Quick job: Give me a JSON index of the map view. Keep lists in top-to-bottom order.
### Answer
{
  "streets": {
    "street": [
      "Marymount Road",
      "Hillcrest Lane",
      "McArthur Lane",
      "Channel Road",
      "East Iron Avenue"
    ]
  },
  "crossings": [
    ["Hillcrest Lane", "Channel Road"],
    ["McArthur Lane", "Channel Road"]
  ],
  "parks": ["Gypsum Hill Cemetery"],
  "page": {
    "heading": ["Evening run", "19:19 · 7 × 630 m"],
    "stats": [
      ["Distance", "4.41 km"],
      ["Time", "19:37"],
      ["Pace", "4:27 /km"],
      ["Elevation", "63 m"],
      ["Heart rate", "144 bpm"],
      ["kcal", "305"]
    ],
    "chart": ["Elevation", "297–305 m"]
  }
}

Work to be completed:
Copy the records above, keeping each line identical.

Task output:
Quick job: Give me a JSON index of the map view. Keep lists in top-to-bottom order.
### Answer
{
  "streets": {
    "street": [
      "Marymount Road",
      "Hillcrest Lane",
      "McArthur Lane",
      "Channel Road",
      "East Iron Avenue"
    ]
  },
  "crossings": [
    ["Hillcrest Lane", "Channel Road"],
    ["McArthur Lane", "Channel Road"]
  ],
  "parks": ["Gypsum Hill Cemetery"],
  "page": {
    "heading": ["Evening run", "19:19 · 7 × 630 m"],
    "stats": [
      ["Distance", "4.41 km"],
      ["Time", "19:37"],
      ["Pace", "4:27 /km"],
      ["Elevation", "63 m"],
      ["Heart rate", "144 bpm"],
      ["kcal", "305"]
    ],
    "chart": ["Elevation", "297–305 m"]
  }
}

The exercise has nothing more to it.